Coreinfo v2.0: A Simple Utility to Understand the Manycore Complexity in Windows

Windows Server 2008 R2 and Windows 7 (64-bits version) offer new NUMA (Non-Uniform Memory Access) support. Therefore, it is very important for Windows developers to understand the differences found in the complex underlying multicore and manycore hardware. Coreinfo is a very simple yet powerful command-line utility that shows you very useful information about the processors, their organization and the cache topology.

A few days ago, Mark Russinovich, a well-known member of Windows Sysinternals team made the new version v2.0 of Coreinfo available for download.
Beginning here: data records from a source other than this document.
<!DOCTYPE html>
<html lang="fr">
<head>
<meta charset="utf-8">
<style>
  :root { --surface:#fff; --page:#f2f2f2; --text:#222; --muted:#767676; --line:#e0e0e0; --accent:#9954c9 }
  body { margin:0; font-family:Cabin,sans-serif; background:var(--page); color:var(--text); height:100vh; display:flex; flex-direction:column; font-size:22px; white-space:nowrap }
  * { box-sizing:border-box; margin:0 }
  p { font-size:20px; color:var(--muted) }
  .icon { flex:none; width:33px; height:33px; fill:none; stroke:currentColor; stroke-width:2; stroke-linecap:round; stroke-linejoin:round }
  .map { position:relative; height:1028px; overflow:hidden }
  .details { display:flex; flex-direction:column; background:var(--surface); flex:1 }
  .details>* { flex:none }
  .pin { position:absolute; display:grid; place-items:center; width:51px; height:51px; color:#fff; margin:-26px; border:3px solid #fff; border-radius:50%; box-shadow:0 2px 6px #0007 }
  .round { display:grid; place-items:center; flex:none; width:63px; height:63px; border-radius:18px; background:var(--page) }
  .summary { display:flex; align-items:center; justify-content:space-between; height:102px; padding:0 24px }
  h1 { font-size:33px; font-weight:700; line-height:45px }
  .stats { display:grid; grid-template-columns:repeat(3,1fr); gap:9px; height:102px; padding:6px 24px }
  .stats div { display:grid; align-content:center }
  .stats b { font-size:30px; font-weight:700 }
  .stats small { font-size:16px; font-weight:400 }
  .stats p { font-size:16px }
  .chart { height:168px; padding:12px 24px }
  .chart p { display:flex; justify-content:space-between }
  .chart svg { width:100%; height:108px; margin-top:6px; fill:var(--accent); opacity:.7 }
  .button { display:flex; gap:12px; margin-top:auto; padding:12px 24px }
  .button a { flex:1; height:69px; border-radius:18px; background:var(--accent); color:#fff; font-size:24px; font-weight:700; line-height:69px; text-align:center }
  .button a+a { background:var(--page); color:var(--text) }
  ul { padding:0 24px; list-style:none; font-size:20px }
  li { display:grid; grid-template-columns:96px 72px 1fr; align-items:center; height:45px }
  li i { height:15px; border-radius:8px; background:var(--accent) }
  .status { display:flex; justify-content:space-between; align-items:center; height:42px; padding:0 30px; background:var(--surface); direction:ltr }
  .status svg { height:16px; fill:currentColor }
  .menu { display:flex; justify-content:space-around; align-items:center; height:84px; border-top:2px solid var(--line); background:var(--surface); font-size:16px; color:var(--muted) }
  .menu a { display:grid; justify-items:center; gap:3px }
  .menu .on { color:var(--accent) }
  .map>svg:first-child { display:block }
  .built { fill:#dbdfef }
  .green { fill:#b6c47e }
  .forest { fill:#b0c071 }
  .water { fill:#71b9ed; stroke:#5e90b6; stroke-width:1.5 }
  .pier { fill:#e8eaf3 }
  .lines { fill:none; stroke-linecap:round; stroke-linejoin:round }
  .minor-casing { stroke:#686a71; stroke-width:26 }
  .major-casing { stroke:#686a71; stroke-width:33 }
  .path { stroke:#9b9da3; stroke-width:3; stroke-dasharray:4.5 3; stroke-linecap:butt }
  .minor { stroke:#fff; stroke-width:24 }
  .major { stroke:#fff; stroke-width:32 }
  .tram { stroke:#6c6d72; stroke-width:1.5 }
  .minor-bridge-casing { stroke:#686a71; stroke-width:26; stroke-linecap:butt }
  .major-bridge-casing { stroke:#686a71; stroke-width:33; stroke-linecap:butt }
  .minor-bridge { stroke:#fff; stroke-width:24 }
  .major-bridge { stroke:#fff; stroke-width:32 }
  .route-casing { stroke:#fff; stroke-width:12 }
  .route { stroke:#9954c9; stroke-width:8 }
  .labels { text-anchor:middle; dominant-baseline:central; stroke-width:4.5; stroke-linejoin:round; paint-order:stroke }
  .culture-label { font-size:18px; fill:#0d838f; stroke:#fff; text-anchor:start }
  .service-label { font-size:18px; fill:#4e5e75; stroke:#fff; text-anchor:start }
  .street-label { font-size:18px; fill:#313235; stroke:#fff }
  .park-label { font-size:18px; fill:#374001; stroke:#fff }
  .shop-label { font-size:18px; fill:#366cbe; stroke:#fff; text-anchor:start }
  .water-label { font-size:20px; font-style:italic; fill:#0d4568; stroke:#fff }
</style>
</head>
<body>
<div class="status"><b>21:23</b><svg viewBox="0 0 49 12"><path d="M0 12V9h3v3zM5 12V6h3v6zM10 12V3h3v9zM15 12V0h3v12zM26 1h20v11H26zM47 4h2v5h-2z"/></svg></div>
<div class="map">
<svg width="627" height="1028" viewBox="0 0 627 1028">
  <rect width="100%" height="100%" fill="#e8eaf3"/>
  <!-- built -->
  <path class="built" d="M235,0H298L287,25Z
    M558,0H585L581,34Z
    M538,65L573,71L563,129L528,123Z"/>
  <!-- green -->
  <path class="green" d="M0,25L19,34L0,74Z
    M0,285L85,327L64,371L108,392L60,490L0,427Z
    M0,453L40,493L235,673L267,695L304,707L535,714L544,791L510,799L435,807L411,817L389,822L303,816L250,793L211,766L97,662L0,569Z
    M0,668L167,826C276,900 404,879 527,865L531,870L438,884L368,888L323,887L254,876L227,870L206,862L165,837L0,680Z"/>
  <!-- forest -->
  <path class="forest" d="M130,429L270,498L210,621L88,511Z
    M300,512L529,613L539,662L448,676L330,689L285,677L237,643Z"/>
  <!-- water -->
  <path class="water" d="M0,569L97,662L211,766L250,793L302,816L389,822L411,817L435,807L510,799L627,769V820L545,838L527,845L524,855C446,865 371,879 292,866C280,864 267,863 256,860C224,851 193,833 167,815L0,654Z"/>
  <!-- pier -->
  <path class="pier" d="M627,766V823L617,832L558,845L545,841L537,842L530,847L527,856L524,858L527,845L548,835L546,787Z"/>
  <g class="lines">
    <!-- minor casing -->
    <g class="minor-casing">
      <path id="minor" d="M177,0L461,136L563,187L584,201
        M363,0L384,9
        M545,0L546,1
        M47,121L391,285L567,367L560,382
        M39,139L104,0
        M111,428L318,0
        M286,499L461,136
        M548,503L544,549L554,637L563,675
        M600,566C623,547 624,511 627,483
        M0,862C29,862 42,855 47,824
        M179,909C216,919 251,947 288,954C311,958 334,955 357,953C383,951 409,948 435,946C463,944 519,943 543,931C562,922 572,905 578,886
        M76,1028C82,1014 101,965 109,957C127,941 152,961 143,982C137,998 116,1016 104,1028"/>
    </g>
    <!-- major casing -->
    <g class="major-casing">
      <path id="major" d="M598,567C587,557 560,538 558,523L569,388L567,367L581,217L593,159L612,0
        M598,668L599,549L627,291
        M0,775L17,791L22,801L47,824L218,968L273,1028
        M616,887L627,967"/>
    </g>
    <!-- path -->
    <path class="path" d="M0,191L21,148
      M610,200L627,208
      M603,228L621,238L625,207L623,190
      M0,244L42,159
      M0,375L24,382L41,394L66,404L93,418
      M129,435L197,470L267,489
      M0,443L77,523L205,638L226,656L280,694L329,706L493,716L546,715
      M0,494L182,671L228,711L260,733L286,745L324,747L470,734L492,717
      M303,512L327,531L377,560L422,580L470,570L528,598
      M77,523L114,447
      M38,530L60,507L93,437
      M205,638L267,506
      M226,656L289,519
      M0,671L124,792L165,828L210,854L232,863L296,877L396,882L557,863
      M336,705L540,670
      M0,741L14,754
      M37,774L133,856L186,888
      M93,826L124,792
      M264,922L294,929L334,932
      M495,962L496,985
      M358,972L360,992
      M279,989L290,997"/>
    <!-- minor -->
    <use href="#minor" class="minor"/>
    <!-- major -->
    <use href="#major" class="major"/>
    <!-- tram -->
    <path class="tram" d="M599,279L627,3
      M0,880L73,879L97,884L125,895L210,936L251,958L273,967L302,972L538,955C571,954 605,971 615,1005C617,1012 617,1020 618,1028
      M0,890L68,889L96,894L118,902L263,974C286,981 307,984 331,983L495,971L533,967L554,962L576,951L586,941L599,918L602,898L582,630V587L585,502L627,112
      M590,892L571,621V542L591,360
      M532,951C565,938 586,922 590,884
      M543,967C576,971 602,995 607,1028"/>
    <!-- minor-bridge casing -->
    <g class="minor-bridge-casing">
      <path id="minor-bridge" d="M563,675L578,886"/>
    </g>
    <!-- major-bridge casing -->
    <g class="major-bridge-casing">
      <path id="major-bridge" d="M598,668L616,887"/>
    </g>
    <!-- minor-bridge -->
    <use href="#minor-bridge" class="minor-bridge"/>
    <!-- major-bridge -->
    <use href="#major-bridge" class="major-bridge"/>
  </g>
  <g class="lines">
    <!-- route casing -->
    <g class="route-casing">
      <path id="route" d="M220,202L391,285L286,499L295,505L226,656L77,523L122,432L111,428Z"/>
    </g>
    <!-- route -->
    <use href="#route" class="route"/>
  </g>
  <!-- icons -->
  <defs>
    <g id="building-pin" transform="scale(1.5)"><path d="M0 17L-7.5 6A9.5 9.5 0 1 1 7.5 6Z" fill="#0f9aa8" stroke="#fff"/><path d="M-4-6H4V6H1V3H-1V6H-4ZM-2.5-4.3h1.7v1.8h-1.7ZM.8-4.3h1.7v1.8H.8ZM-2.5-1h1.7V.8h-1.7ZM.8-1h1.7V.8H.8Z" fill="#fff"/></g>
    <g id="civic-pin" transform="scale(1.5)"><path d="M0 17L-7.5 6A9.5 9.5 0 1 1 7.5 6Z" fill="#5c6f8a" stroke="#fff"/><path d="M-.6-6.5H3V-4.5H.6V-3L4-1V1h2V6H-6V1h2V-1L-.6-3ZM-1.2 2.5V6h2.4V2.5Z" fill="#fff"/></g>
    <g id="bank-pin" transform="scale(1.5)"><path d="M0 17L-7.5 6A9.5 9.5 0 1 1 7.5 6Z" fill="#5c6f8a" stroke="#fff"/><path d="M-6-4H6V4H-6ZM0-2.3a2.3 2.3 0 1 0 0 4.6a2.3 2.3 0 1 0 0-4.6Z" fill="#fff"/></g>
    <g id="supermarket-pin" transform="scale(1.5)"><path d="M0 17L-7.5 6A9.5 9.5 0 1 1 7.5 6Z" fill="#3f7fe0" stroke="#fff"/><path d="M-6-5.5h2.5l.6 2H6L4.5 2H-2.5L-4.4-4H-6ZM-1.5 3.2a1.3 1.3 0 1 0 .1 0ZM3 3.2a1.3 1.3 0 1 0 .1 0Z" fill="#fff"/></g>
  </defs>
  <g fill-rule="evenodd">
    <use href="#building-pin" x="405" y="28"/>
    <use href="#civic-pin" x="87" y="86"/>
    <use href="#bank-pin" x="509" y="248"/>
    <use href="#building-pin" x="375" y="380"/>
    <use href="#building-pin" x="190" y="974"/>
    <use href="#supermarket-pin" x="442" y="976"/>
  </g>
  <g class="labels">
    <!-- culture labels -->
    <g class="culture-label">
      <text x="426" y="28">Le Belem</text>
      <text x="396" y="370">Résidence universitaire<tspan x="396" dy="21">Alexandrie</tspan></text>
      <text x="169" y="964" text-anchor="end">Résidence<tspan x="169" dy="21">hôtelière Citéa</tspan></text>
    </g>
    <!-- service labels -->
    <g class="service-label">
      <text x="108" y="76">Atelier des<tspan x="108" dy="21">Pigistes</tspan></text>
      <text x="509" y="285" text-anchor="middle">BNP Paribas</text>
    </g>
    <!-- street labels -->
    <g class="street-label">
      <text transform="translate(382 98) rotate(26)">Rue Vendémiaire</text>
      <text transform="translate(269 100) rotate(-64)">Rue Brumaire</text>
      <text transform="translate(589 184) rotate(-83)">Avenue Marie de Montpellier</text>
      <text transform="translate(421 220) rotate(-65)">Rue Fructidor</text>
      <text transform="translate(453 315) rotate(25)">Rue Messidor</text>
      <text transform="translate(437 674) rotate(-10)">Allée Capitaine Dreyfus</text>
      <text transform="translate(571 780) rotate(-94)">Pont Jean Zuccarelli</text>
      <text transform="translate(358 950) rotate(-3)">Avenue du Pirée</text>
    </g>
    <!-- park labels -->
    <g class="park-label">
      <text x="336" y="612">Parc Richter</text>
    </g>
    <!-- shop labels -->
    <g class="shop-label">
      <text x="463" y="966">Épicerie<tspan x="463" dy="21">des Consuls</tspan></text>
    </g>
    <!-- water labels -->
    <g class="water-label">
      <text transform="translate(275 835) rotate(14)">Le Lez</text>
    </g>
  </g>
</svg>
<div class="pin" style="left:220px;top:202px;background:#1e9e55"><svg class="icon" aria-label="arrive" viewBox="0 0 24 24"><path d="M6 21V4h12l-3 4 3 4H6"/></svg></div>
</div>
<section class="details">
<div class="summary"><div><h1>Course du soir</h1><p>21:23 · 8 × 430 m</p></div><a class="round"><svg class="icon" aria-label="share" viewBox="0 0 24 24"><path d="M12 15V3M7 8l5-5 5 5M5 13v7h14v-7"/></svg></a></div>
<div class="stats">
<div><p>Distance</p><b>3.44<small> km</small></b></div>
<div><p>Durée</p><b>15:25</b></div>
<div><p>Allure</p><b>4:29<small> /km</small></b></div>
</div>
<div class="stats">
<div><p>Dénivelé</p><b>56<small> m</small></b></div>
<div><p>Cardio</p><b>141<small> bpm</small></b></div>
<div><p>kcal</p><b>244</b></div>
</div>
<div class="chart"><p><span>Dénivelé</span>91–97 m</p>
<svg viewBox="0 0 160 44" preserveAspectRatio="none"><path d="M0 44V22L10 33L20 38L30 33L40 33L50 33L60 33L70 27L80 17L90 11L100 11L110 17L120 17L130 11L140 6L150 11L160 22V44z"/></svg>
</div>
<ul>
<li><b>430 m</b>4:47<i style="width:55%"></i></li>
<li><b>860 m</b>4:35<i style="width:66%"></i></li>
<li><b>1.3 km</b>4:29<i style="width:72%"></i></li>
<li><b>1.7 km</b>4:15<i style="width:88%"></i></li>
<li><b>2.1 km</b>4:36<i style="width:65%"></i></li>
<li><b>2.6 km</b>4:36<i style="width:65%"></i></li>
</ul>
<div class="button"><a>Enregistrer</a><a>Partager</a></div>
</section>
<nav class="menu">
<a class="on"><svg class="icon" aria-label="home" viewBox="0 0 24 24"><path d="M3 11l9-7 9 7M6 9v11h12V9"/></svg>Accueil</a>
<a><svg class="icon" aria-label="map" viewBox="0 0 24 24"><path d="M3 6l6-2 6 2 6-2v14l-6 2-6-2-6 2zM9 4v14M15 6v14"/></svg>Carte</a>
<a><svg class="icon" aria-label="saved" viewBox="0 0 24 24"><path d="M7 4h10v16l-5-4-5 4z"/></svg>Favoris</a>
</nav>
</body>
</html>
This command-line utility runs on most modern Windows versions and displays information about the mapping between logical cores (logical processors or hardware threads) and the physical cores. Besides, it shows information about the NUMA nodes, groups, sockets and all the cache levels. This information is very important to understand the underlying hardware. When you benchmark multicore performance, the great differences between many multicore architectures can make it really difficult to tune the application for a specific architecture. Using this command-line utility, you can easily save the information about the underlying hardware before running your benchmarks and performance tests.

The new version supports Windows Server 2008 R2 systems with more than 64 logical processors (logical cores or hardware threads). Besides, it is also compatible with IA-64 architectures.
You don't need to run an installer. You can unzip the executable file and run it from the command-line.

The utility uses the GetLogicalProcessorInformation Windows API function to obtain all the information displayed on the screen. Therefore, you can also obtain this information in your applications to tune performance according to the underlying hardware architecture. In fact, if you plan to create applications targeting manycore systems with multiple NUMA nodes, you'll have to take into account the detailed cache topology if you want to exploit the underlying hardware.

The results of running Coreinfo v2.0 on an Intel Atom N270 powered netbook are the following:
Logical to Physical Processor Map:
** Physical Processor 0 (Hyperthreaded)
Logical Processor to Socket Map:
** Socket 0
Logical Processor to NUMA Node Map:
** NUMA Node 0
Logical Processor to Cache Map:
** Data Cache 0, Level 1, 24 KB, Assoc 6, LineSize 64
** Instruction Cache 0, Level 1, 32 KB, Assoc 8, LineSize 64
** Unified Cache 0, Level 2, 512 KB, Assoc 8, LineSize 64

There is just one physical core. However, as this CPU offers Hyper-Threading technology, Coreinfo tells you it is Hyperthreaded.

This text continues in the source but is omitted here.